Antennae of female and male D. tarsalis were excised at the base, positioned between gold wire electrodes, and immersed in saline-filled (0.9% NaCl) wells in a small acrylic plastic holder. The airstream flowing over antennae (500 mL/min) was humidified by bubbling through distilled water before entering an EAD interface. A 4-μL sample of captured volatiles was injected in a GC-2010 gas chromatograph (Shimadzu, Japan) with a DB-WAX capillary GC column (30 m, 0.25 mm, 0.25 μm film thickness; Agilent Technologies, USA). The sample inlet and detector were set at 230°C and 260°C, respectively. The temperature program was: initial temperature of 40°C held for 2 min, followed by 5°C/min increase to 120°C, 15°C/min increase to 240°C, which was held for 4 min. Nitrogen was used as the carrier gas at a flow rate of 2 mL/min. Total detection time was 30 min. Every treatment was performed using at least three biological replicates. Data were recorded with a GC-EAD acquisition system (GC/EAD 32, version 4.4, Syntech, Germany).
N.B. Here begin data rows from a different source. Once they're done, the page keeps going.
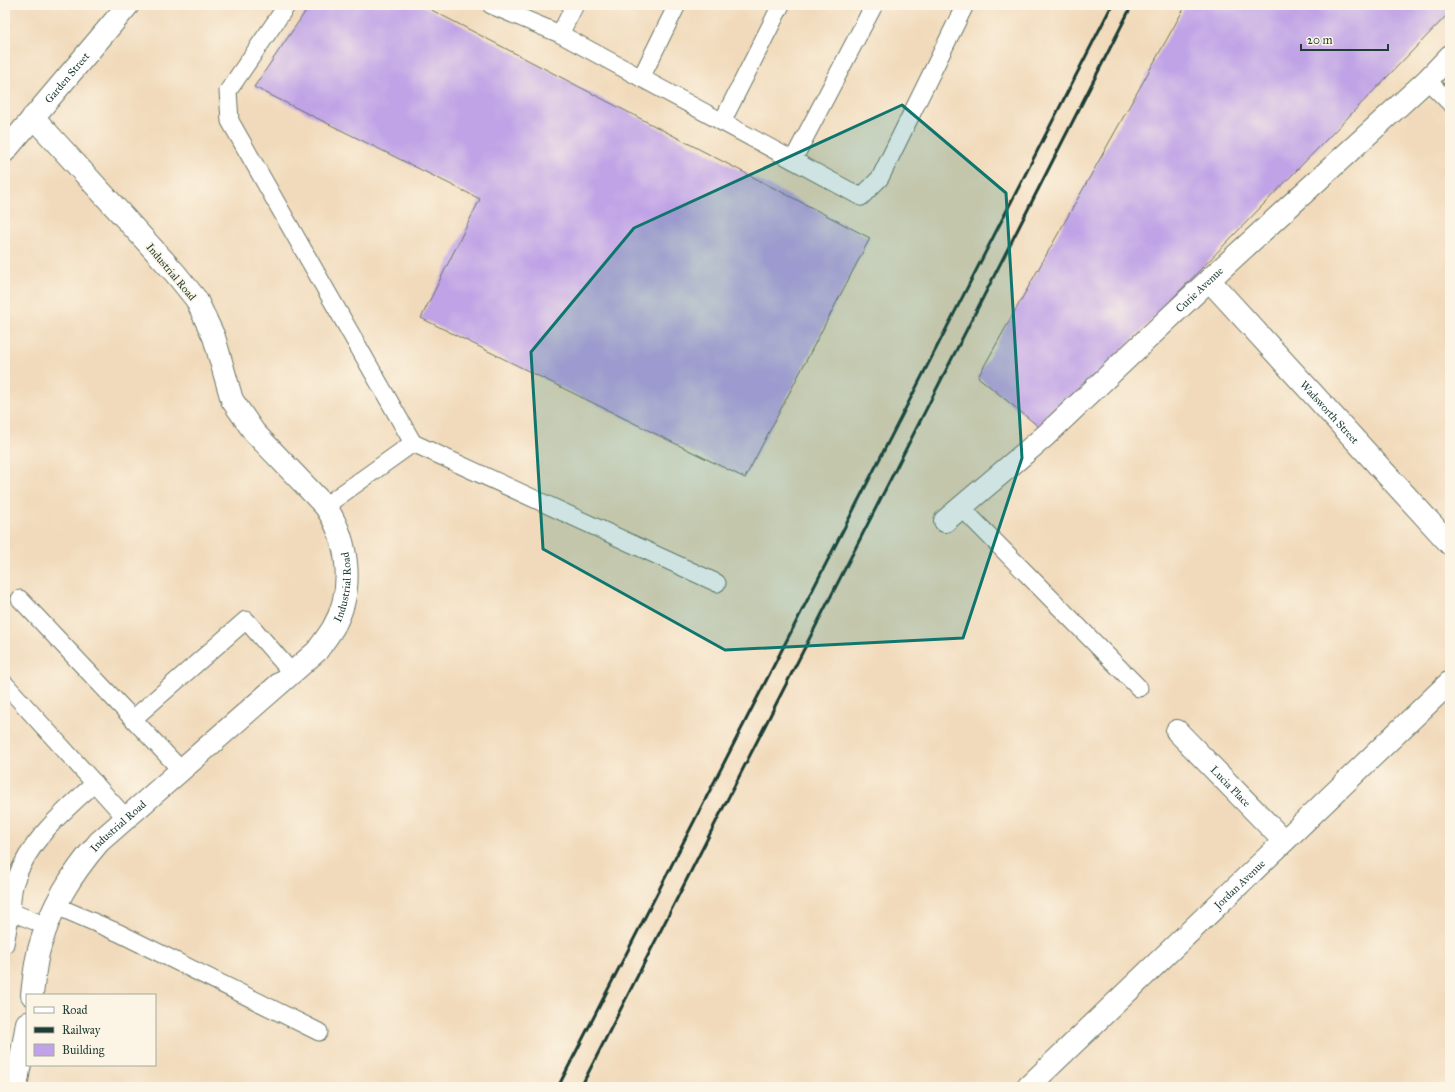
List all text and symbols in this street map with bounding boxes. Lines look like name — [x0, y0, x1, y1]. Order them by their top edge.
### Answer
scale bar — [1301, 26, 1388, 52]
text: 20 m — [1307, 33, 1333, 47]
street label: Garden Street — [42, 49, 92, 106]
street label: Industrial Road — [143, 241, 199, 304]
street label: Curie Avenue — [1173, 264, 1226, 315]
street label: Wadsworth Street — [1298, 378, 1362, 446]
street label: Industrial Road — [331, 551, 353, 624]
street label: Lucia Place — [1208, 763, 1254, 810]
street label: Industrial Road — [87, 797, 149, 854]
street label: Jordan Avenue — [1211, 856, 1268, 913]
legend — [26, 994, 156, 1066]
text: Road — [62, 1003, 88, 1017]
text: Railway — [62, 1023, 101, 1037]
text: Building — [62, 1043, 105, 1058]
Components with GC-EAD activity was identified by GC-MS. A GC-MS-QP2101 (Shimadzu, Japan) was used for gas chromatography-mass spectrometry. A DB-WAX capillary column (30 m, 0.25 mm, 0.25 μm film thickness, Agilent Technologies) was used as the GC column. A 5-μL aliquot was injected in splitless mode. The sample inlet was set at 230°C. The temperature protocol was an initial temperature of 40°C held for 1 min, increased by 5°C/min to 180°C, then increased by 10°C/min to 240°C, which was held for 4 min. Electron ionization was performed at 70 eV ionization energy. The temperature of the ion source was 250°C. The mass range scanned was 40–500 amu. Helium was used as the carrier gas at a flow rate of 1 mL/min. The reference libraries for spectroscopic identification were NIST27 and NIST147. Identified compounds were further validated and characterized by comparison with the retention times and mass spectra of authentic standards analyzed under the same conditions.
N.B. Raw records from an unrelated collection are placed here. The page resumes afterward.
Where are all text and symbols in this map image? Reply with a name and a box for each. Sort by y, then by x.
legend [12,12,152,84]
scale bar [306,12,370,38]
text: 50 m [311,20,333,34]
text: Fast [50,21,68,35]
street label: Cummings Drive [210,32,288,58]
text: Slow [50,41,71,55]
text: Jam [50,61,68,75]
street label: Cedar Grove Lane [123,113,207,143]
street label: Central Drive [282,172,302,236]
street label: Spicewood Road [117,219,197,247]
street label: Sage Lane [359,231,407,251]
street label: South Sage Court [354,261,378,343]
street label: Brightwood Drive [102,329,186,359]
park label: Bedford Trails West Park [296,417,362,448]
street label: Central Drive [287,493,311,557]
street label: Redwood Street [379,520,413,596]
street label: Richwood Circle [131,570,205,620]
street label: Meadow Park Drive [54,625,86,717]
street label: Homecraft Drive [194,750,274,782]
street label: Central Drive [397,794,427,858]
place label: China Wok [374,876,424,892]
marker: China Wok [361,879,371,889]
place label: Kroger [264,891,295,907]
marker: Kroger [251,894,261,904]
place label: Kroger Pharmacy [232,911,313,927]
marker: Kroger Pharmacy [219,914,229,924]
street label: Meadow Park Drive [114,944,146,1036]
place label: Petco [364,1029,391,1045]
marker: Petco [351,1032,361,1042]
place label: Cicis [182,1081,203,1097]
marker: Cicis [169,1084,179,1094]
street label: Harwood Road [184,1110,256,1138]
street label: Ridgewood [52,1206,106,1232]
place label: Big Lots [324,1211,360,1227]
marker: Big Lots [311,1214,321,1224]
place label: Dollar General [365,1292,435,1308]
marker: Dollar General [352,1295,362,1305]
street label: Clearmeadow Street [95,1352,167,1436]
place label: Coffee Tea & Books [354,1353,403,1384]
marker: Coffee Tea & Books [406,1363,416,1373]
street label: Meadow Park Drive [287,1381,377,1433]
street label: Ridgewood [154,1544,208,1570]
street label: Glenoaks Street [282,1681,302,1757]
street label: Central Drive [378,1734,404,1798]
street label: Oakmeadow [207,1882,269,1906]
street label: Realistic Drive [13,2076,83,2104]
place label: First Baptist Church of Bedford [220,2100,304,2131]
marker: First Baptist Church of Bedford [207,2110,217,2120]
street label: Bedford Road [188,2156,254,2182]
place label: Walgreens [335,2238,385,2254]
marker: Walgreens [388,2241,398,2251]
Concentrations of active compounds in headspace volatile collections were determined by internal standard method (Yang et al., 2017). A total of 5 ng/μL of methyl benzoate was added in collections as the internal quantification standard. Authentic standards of active compounds were used to calculate the correcting factors. The program of GC-MS same as above.
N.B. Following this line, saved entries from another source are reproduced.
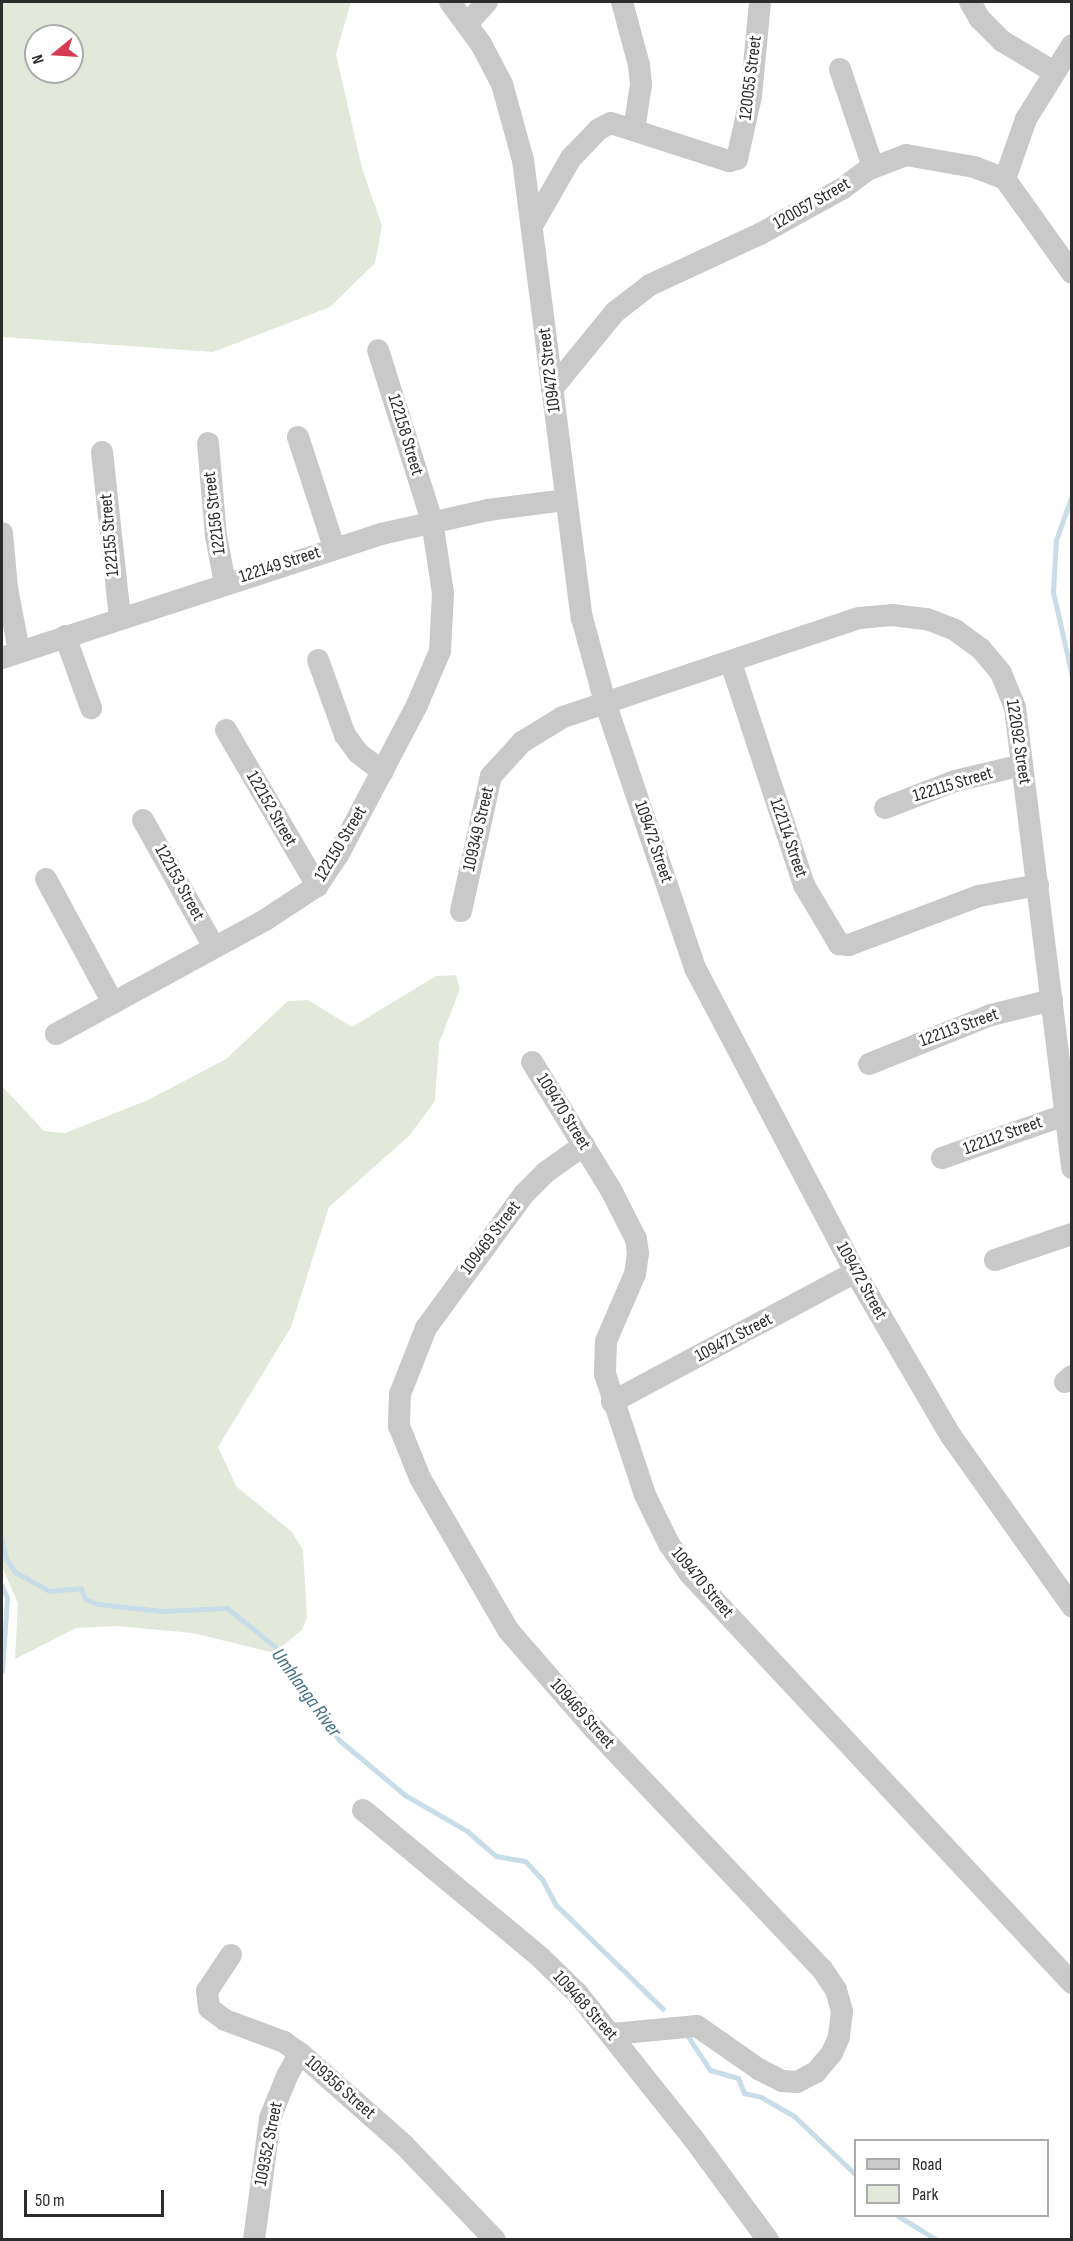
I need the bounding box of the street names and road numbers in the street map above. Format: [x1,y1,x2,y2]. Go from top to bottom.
street label: 120055 Street [735,34,767,122]
street label: 120057 Street [770,173,854,235]
street label: 109472 Street [534,326,566,414]
street label: 122158 Street [382,392,428,478]
street label: 122156 Street [199,470,231,556]
street label: 122155 Street [96,493,124,577]
street label: 122149 Street [237,542,323,588]
street label: 122092 Street [1001,698,1035,786]
street label: 122115 Street [911,763,995,807]
street label: 122152 Street [241,768,301,850]
street label: 109349 Street [459,785,499,873]
street label: 122114 Street [764,796,812,880]
street label: 109472 Street [629,798,677,886]
street label: 122150 Street [310,803,372,885]
street label: 122153 Street [149,841,209,925]
street label: 122113 Street [917,1004,1001,1052]
street label: 109470 Street [531,1070,595,1154]
street label: 122112 Street [961,1112,1045,1160]
street label: 109469 Street [456,1197,526,1279]
street label: 109472 Street [831,1239,891,1323]
street label: 109471 Street [692,1309,776,1367]
street label: 109470 Street [666,1543,738,1623]
street label: 109469 Street [545,1675,619,1753]
street label: 109468 Street [548,1967,622,2045]
street label: 109356 Street [301,2052,379,2124]
street label: 109352 Street [250,2100,288,2188]

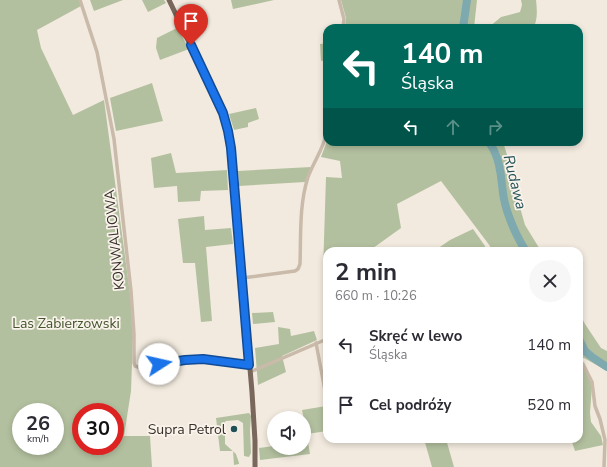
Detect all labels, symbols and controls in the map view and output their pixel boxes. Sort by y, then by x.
pin [174,4,208,45]
icon: arrive [180,10,202,32]
text: 140 m [401,35,484,73]
icon: left [335,40,387,92]
text: Śląska [401,71,454,95]
icon: left [400,116,422,138]
icon: ahead [442,116,464,138]
icon: right [484,116,506,138]
water label: Rudawa [499,153,531,211]
street label: KONWALIOWA [100,189,129,291]
text: 2 min [335,256,397,288]
button: close [529,260,571,302]
text: 660 m · 10:26 [335,287,417,305]
park label: Las Zabierzowski [12,314,120,333]
text: Skręć w lewo [369,326,462,346]
icon: left [335,334,357,356]
text: 140 m [527,335,571,355]
position arrow [138,343,180,385]
text: Śląska [369,346,407,364]
icon: arrive [335,394,357,416]
text: Cel podróży [369,395,451,415]
text: 520 m [527,395,571,415]
speed limit sign: 30 [72,403,124,455]
text: 26 [26,410,50,437]
map controls [267,411,311,455]
button: sound [267,411,311,455]
place label: Supra Petrol [148,420,227,439]
marker: Supra Petrol [229,424,239,434]
text: km/h [27,432,49,446]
2.4. Verification of electrophysiological activity

Candidate compounds that showed strong GC-EAD signals were verified by EAG. Electrophysiological responses of adult females and males to candidate compounds were tested at concentrations of 0.01 μg/μL, 0.1 μg/μL, 1 μg/μL, and 10 μg/μL. Dichloromethane was used as the solvent control. Antennae of female and male D. tarsalis were excised at the base, and the base was connected to a reference electrode and the tip to a recording electrode. A silver-silver chloride wire was inserted into the electrodes and connected to a signal amplifier. The conductive solution was a 750 mg/mL NaCl + 35 mg/mL KCl + 29 mg/mL CaCl₂⋅2H₂O aqueous solution. A clean, moist airstream was continuously blown across the preparation at 400 mL/min. We placed 10 μL of test solution on a 2.5 cm × 0.5 cm filter paper strip and balanced it in a closed Pasteur tube for 20 s before delivering the airstream to the antennae. Each stimulation ran for 0.2 s, separated by a 2 min interval. An EAG2000 acquisition system (Syntech, Netherlands) was used to monitor electrical signals generated by the antennae and collect data (Chen et al., 2019). Three replicates were used for candidate compounds from each treatment, with five antennae measured during each replicate.

2.5. Behavioral bioassays of D. tarsalis in the laboratory

The behavioral responses of virgin female and male D. tarsalis to volatile chemicals from healthy and pest-damaged G. uralensis were tested using a glass Y-shaped olfactometer. For the pest-damaged treatment, a total of 50 adult (25 females and 25 males) D. tarsalis were allowed to feed for 72 h. The olfactometer consisted of a 25 cm stem and two 15 cm arms, each 3 cm in diameter. Arms were separated at a 45° angle. An air flow of 500 mL min^–1 was purified by passing it through activated charcoal, moistened with distilled water in a gas-washing bottle, and split into two streams. The arms of the olfactometer were connected to 5-L conical flasks with Teflon tubing, with healthy licorice in one flask and damaged licorice in the other. Other experiments used a blank flask instead of damaged licorice as a blank control. Each insect was observed for 5 min during the bioassay, and a “choice” was recorded when it entered and stayed in an arm for at least 1 min. Fifty adult females and fifty adult males were individually tested per treatment. The position of the arms was exchanged when a repetition was done. All conical flasks and connecting tubes were thoroughly cleaned with alcohol and dried with a hairdryer after individual trial (applicable to each subsequent experiment).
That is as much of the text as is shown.